Wednesday, November 30, 2022

Roadside Horrors by Cora Buhlert


Release Date: October 31, 2022
Subgenre: Horror collection

About Roadside Horrors:


 Roads are interstitial spaces, their only purpose to take you from one place to another.

In most cases, roads only connect two places in the real world. But occasionally, a road crosses the borderline into the unknown. That’s when things can come through, terrible things that lurk by the side of the road for the unwary traveller.

A car full of drunk teenagers on their way home from a festival encounter something terrible in the woods of Northwest Germany…

Nina delivers newspapers in the wee hours of the night and pays no attention to the pets that go missing in the neighbourhood… or the strange sounds echoing from the sewer grilles…

On a lonely country road in northern Spain, a truck driver encounters the ghosts of a terrible past…

So buckle up and get ready to meet the horrors that lurk by the side of the road. But be careful, because every encounter with them might be your last…

This is a collection of three tales of roadside horror of 9500 words altogether by Hugo winner Cora Buhlert.
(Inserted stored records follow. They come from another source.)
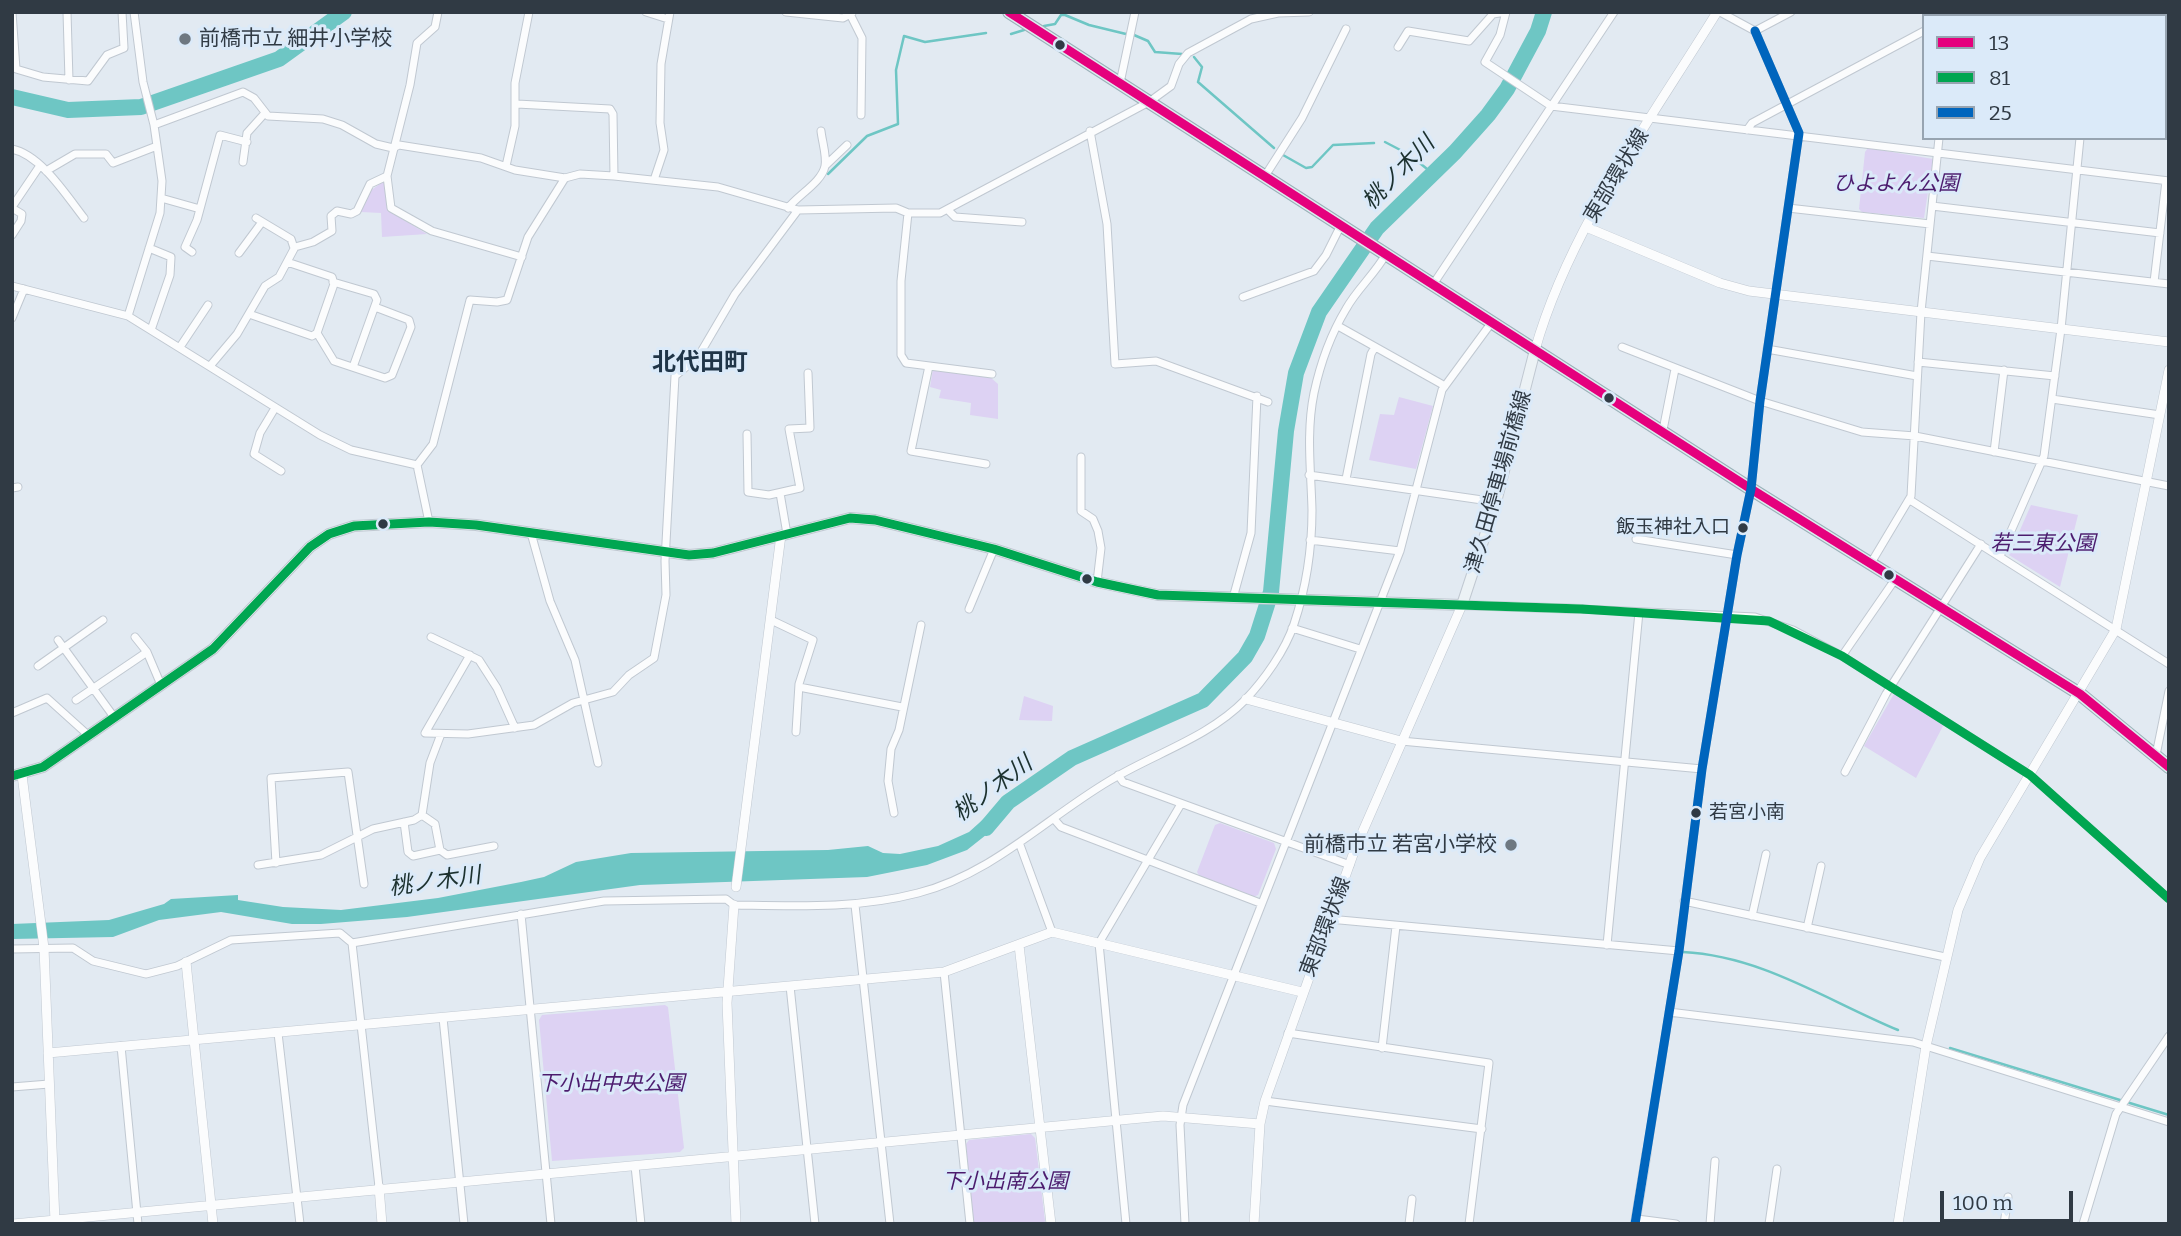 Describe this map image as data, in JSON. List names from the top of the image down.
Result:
{
  "streets": {
    "main road": ["津久田停車場前橋線"],
    "street": ["東部環状線"]
  },
  "crossings": [
    ["東部環状線", "津久田停車場前橋線"]
  ],
  "districts": ["北代田町"],
  "water": ["桃ノ木川"],
  "parks": [
    "ひよよん公園",
    "若三東公園",
    "下小出中央公園",
    "下小出南公園"
  ],
  "places": [
    "前橋市立 細井小学校",
    "飯玉神社入口",
    "若宮小南",
    "前橋市立 若宮小学校"
  ],
  "lines": ["transit line 13", "transit line 25", "transit line 81"],
  "legend": ["13", "81", "25"],
  "scale_bar": "100 m"
} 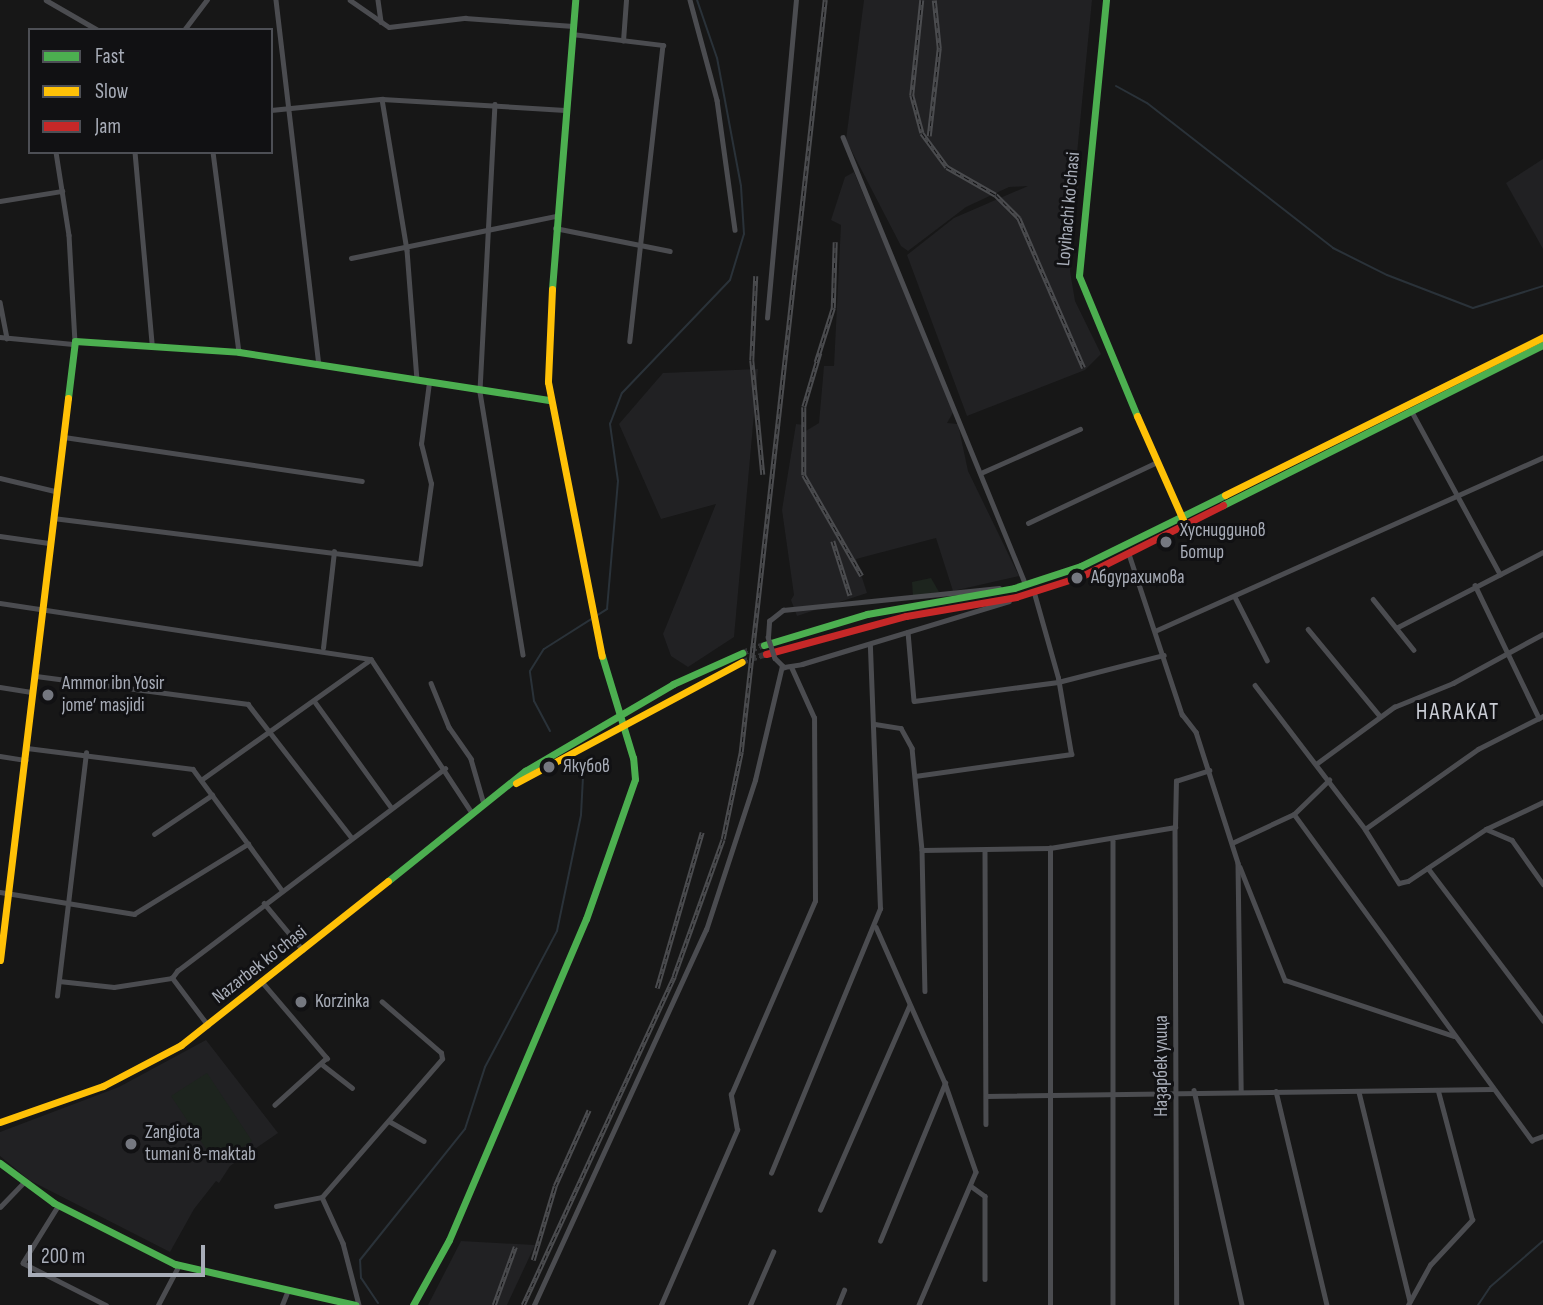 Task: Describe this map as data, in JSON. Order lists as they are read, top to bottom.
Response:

Eight hours into a twenty hour trip, hauling asparagus from Andalusia to Germany, things started to go wrong.

It began with an accident on the autopista AP-7. A fellow truck driver crashed his rig into the central guardrail just behind Vinarós. No big deal, except that it was a cement truck. The cement spilled all over the autopista, causing a huge mess and blocking the entire highway for hell knew how long.

I got lucky and barely managed to pull into the Benicarlo exit before I got caught up in the traffic jam. So I was driving my semi along the old N-340, a single lane road that wound its way through villages and small towns along the Mediterranean coast.

It was just past midnight and the road was quiet. Apparently, most of my colleagues had decided to try their luck on the autopista, hoping that the cement spill would be cleaned up soon. And at this time of night, few others were on the road.

I’d just passed through a typical Catalan fisher village, picturesque by day and dark and dead by night.

Though the village was nothing compared to the darkness that awaited me once I’d left the town limits behind. The village at least had a few wan streetlights, plus the occasional neon sign. Out here, it was completely dark. Not a single light relieved the gloom.

I could only see as far as my headlights, so I drove slowly. After all, the road was narrow and winding, closely hugging the coastline, and a forty-ton truck is not the most manoeuvrable of vehicles.

The beam of my headlights struck the burned out husk of a building by the roadside. A faded sign still clung to the façade. It flashed by too fast for me to read.

Up ahead, there was a sharp curve, so I braked. The road was flanked by a wall here, a pockmarked brick wall, blackened with age.

I rounded the curve, my truck going maybe thirty kilometres per hour. And then I saw her. A little girl, maybe five or six, with blonde pigtails standing by the side of the road. She was dressed in a blue bathing suit with bright red flowers, though it was only March and the nights were still cold. In her hand, she was carrying a toy bucket and a plastic shovel. She was staring at me with blank eyes, like the proverbial deer in the headlights.

I hit the brakes. I had no idea what this little girl was doing out here or where she’d come from, right in the middle of nowhere. All I knew was that she shouldn’t be out here, all alone at night in a bathing suit.

But before my truck could come to a halt, I saw that she wasn’t alone. Because next to the little girl, there was a woman. An attractive young woman, with luscious red hair that fell to her tanned shoulders. She was wearing sunglasses — in the middle of the night — and an orange bikini that revealed more than it hid.

Next to the woman, there was a man in swim trunks. His chest was hairy and he wore a pornstar moustache. Then another man, older and potbellied, in shorts and a half open shirt. A little boy on a tricycle. A teenaged girl in a yellow sundress, her face dusted with freckles. An old woman in a shapeless gown emblazoned with colourful flowers.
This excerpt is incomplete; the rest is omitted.